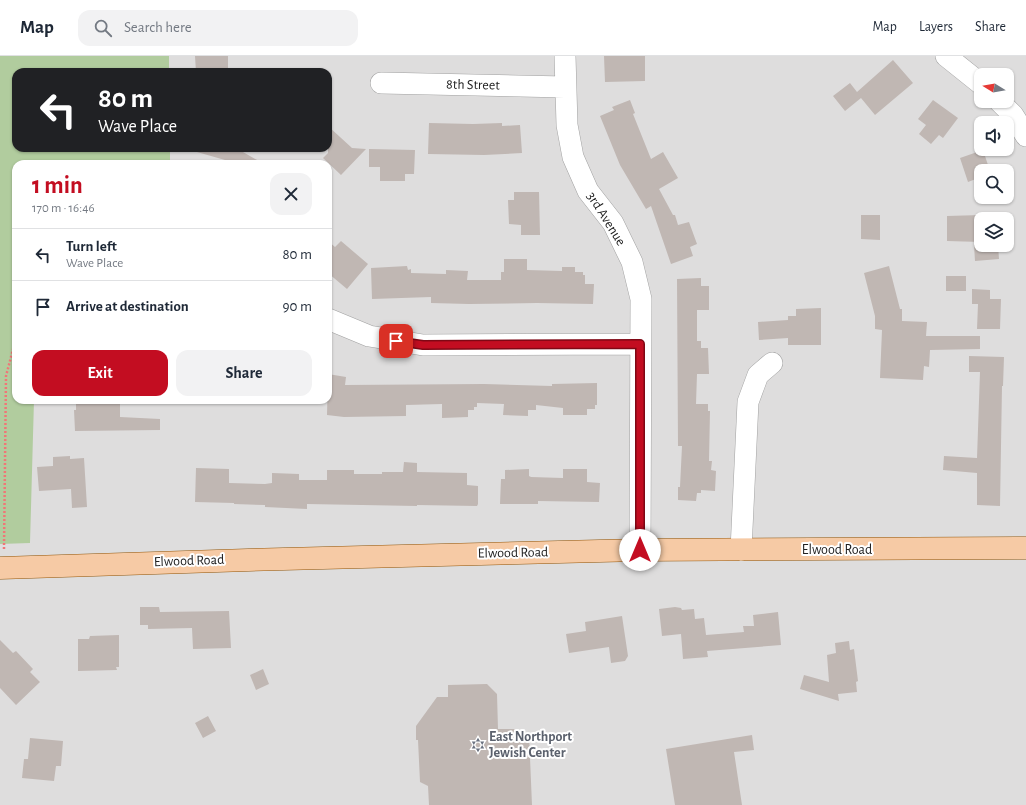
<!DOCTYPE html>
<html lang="en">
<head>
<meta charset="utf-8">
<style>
	:root { --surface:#fff; --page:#f2f2f3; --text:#1f2937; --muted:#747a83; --line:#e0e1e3; --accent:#c30d21 }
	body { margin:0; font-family:"Alegreya Sans",sans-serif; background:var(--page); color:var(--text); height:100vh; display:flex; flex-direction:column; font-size:15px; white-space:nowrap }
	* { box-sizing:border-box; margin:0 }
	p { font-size:13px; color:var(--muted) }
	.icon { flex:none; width:22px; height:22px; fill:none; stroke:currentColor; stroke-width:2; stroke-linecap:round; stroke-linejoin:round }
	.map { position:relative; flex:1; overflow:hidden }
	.panel { position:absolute; left:12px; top:104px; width:320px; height:244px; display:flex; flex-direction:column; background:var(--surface); border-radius:12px; box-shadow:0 1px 3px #0004 }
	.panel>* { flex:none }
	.top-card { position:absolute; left:12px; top:12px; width:320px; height:84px; border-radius:12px; box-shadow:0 1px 3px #0004; background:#202124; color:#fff; overflow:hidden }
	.needle { width:26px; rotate:281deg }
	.buttons { position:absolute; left:974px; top:12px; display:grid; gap:8px }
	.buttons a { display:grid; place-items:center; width:40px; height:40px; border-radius:8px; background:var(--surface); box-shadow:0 1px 3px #0004; font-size:20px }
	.pin { position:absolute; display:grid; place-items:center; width:34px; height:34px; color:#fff; margin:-17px; border-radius:8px; box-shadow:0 2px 6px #0006 }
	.me { position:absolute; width:44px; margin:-22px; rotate:0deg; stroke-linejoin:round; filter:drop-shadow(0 0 3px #0008) }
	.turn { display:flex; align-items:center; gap:14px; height:84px; padding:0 20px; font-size:18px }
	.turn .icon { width:52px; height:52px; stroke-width:2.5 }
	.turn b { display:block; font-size:28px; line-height:34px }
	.round { display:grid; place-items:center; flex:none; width:42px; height:42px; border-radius:12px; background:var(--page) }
	.headline { display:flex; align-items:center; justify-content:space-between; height:68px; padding:0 20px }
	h1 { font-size:24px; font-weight:700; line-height:30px; color:var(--accent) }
	.action { display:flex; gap:8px; margin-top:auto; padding:8px 20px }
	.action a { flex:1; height:46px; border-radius:12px; background:var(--accent); color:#fff; font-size:16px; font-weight:700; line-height:46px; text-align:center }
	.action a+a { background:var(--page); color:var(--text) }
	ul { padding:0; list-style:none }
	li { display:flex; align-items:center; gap:12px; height:52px; padding:0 20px; border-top:1px solid var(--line) }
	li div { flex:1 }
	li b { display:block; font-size:15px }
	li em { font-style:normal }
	header { display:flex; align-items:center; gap:24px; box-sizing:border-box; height:56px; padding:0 20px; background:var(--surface); border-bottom:1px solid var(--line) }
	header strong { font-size:19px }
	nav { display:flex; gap:22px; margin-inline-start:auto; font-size:14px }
	.search { width:280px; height:36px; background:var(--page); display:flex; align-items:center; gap:10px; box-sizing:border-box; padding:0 14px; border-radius:12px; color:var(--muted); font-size:15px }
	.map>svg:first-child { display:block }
</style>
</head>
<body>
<header>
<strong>Map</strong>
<div class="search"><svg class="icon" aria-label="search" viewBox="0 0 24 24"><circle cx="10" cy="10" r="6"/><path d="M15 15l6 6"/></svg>Search here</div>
<nav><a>Map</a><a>Layers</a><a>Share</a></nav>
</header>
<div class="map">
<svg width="1026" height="749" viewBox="0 0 1026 749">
	<rect width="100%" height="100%" fill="#f0ece7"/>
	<!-- residential -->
	<path fill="#dedddd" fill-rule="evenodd" d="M0 0H1026V749H0ZM16 16H328V92H16ZM981 19H1007V45H981ZM981 67H1007V93H981ZM16 108H328V344H16ZM981 115H1007V141H981ZM981 163H1007V189H981Z"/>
	<!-- forest -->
	<path fill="#b1cc9e" d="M0 0H169V16H16V92H170V108H16V344H34L30 487 0 488Z"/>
	<!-- building -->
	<path fill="#c0b7b3" d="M195 0H228V16H196Z
		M604 0H645V25L605 26Z
		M893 4 913 27 875 59 861 42 845 55 833 40 850 27 857 36Z
		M630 44 635 57 633 58 651 103 663 96 678 122 659 133 673 159H675L678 169 689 166 697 188 690 191 693 200 671 208 651 150 646 153 620 109 600 60 614 54 612 51Z
		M933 44 958 62 943 82 939 79 931 88 919 78 926 69 918 63Z
		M429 67 473 68 502 67V70L520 69 522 97 484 99 428 98Z
		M328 70 352 92 366 93 341 119 323 102 328 97Z
		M198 92H236L264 108H239L197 96Z
		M369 93 415 94 414 118H405V125H380V111H369Z
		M983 94 990 115H981V121L968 126 960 102Z
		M514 136H539L540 179H521V169L509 168 508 144H514Z
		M861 159H880V184L861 183Z
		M981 159V186L947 185V160Z
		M328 185 335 191 341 185 368 208 347 233 328 217Z
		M974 189H998L999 203 975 205Z
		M504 203H527V214L562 215V211H575V216H583V219H585V228H594L593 248 537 247 469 248 431 247V241L372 243 371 212 407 210 408 214 411 213V217L446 218V214L468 215 467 224H501V216H504Z
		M889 210 900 253H902V265L927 266 926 280H980V293L930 294 929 311 924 310 923 324 880 322 882 274 875 273V260L864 217Z
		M946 220H966V235H946Z
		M701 222V230H709V254H697V285H701V292H708L709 318H697L696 348H708V355H710L709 405H712L711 414 716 415 715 435 701 434V437H697L696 445 678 444V431H680L682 390H678L677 223Z
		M972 233 990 234V243H1001L1000 273H977L978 248H972Z
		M821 252V289H788V282L759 284 758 266 788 264V260H796V253Z
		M969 300 1004 301 1003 330H1002L1000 450 977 449V417L943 414 944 400 977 402 980 316H969Z
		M328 318 346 321 345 329 484 328 552 330V328L597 327V349H595V353H587V359H563V352L536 349V354H528V360L503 359 504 348 477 347V351H474V354H468V361L442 362V348L406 349V360L344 361 327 359Z
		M76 344H120V361L160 363V374L75 375 74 354H76Z
		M70 400V403L84 402 87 451 72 452 71 433 39 435 37 411 53 410V401Z
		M404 406 417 407V416L467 417V429L478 430V448L477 450 417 449V450L307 448V453L265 451V449L234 448V447L195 446 196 412 229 413V427L265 428 272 427V417L299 418V424H327V414H354V418H382V416H403Z
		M529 413V420L531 421 563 422V413H587V426L600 427 599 446 538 445V448H500L501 423H505V414Z
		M140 551H159L160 556 229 555 231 592 193 593 192 572 148 573V569H140Z
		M675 551 681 552 682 554 694 553 695 563 704 562 706 579 744 576 743 570H754L753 559 778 556 781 589 707 595 708 601 683 603 681 578 662 580 659 553Z
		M622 560 628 600 625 605 611 607 609 591 569 597 566 578 586 575 585 566Z
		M119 579V611H116L117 614 78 615V583H89L90 580Z
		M0 584 13 597 16 595 33 613 30 616 40 626 16 649 0 632Z
		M849 585 850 594 854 593 858 625 856 626 857 636 838 638 839 645 800 633 804 619 829 626 827 599 836 597 835 587Z
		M263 613 269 628 256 634 250 619Z
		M487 628 497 638 498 673H516V678H529L532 749H429L428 730 420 726 418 684H416V670L437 641H448V629Z
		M208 660 216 675 203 682 195 667Z
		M752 679 754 694 734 696 742 749H675L666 693Z
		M30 682 63 685 61 710H56L54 725 22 722 24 703H28Z"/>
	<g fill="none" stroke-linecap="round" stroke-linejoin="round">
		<defs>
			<path id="minor" d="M565 0 567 69 573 101 588 135 613 167 632 206 641 243 640 494
				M946 0 981 28
				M381 27 565 31
				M999 45 1013 59 1026 80
				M328 263 369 280 423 289 640 288
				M741 494 748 346 758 319 772 307"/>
			<path id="major" d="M0 512 248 504 640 494 1026 492"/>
		</defs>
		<!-- minor casing -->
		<use href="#minor" stroke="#a1a1a1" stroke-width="22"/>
		<!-- major casing -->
		<use href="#major" stroke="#92560a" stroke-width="23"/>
		<!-- path -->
		<path stroke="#f17677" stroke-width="2.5" stroke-dasharray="2 2" stroke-linecap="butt" d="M4 493 6 320 16 282"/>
		<!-- minor -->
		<use href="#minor" stroke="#fff" stroke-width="21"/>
		<!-- major -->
		<use href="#major" stroke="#f6caa5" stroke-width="22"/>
	</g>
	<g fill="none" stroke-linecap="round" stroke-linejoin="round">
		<defs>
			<path id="route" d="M396 285 423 289 640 288V494"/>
		</defs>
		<!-- route casing -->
		<use href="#route" stroke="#7f0815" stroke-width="10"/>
		<!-- route -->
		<use href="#route" stroke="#c30d21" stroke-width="7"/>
	</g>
	<!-- icons -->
	<defs>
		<symbol id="synagogue-bare" viewBox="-9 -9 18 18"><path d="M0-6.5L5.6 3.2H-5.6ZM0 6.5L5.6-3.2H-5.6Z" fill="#6b7280" stroke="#fff" stroke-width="2.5" paint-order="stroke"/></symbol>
	</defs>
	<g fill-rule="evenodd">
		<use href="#synagogue-bare" x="468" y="679" width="20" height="20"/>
	</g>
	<g text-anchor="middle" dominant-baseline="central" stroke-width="4" stroke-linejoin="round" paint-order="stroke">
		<!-- street labels -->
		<g font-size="14" fill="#202020" stroke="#fff">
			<text transform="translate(473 29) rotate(1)">8th Street</text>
			<text transform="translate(606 163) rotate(58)">3rd Avenue</text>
			<text x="837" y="494">Elwood Road</text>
			<text transform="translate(513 497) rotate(-1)">Elwood Road</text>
			<text transform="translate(189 505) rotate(-2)">Elwood Road</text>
		</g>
		<!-- worship labels -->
		<g font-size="14" font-weight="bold" fill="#5b616d" stroke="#fff" text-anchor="start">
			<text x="489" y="681">East Northport<tspan x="489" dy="16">Jewish Center</tspan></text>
		</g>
	</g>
</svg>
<div class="buttons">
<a><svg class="needle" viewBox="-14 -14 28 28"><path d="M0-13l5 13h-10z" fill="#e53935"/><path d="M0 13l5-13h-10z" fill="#747a83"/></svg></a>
<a><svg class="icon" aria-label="sound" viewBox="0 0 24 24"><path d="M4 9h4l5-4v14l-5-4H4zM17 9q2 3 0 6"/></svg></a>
<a><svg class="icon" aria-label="search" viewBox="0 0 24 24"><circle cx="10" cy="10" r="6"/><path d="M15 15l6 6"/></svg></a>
<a><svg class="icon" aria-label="layers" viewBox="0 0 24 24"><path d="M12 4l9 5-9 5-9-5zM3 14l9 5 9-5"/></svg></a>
</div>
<div class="pin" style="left:396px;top:285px;background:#d93025"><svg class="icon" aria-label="arrive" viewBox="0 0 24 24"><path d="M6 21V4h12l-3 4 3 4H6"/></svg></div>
<svg class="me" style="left:640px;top:494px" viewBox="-20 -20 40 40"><circle r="19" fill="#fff"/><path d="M0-13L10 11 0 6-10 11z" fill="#c30d21"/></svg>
<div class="top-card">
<div class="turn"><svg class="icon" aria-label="left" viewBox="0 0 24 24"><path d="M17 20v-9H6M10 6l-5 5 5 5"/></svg><div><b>80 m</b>Wave Place</div></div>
</div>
<section class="panel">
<div class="headline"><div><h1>1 min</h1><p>170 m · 16:46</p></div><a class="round"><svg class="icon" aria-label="close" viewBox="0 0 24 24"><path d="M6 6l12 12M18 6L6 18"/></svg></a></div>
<ul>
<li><svg class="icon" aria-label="left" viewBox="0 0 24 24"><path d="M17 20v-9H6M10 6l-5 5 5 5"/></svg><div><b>Turn left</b><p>Wave Place</p></div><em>80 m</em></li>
<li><svg class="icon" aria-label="arrive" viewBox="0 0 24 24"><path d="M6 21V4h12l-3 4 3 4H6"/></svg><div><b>Arrive at destination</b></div><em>90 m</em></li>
</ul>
<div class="action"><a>Exit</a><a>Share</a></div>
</section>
</div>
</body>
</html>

====

Track down all lines above with the string "absolute" and copy them.

	.panel { position:absolute; left:12px; top:104px; width:320px; height:244px; display:flex; flex-direction:column; background:var(--surface); border-radius:12px; box-shadow:0 1px 3px #0004 }
	.top-card { position:absolute; left:12px; top:12px; width:320px; height:84px; border-radius:12px; box-shadow:0 1px 3px #0004; background:#202124; color:#fff; overflow:hidden }
	.buttons { position:absolute; left:974px; top:12px; display:grid; gap:8px }
	.pin { position:absolute; display:grid; place-items:center; width:34px; height:34px; color:#fff; margin:-17px; border-radius:8px; box-shadow:0 2px 6px #0006 }
	.me { position:absolute; width:44px; margin:-22px; rotate:0deg; stroke-linejoin:round; filter:drop-shadow(0 0 3px #0008) }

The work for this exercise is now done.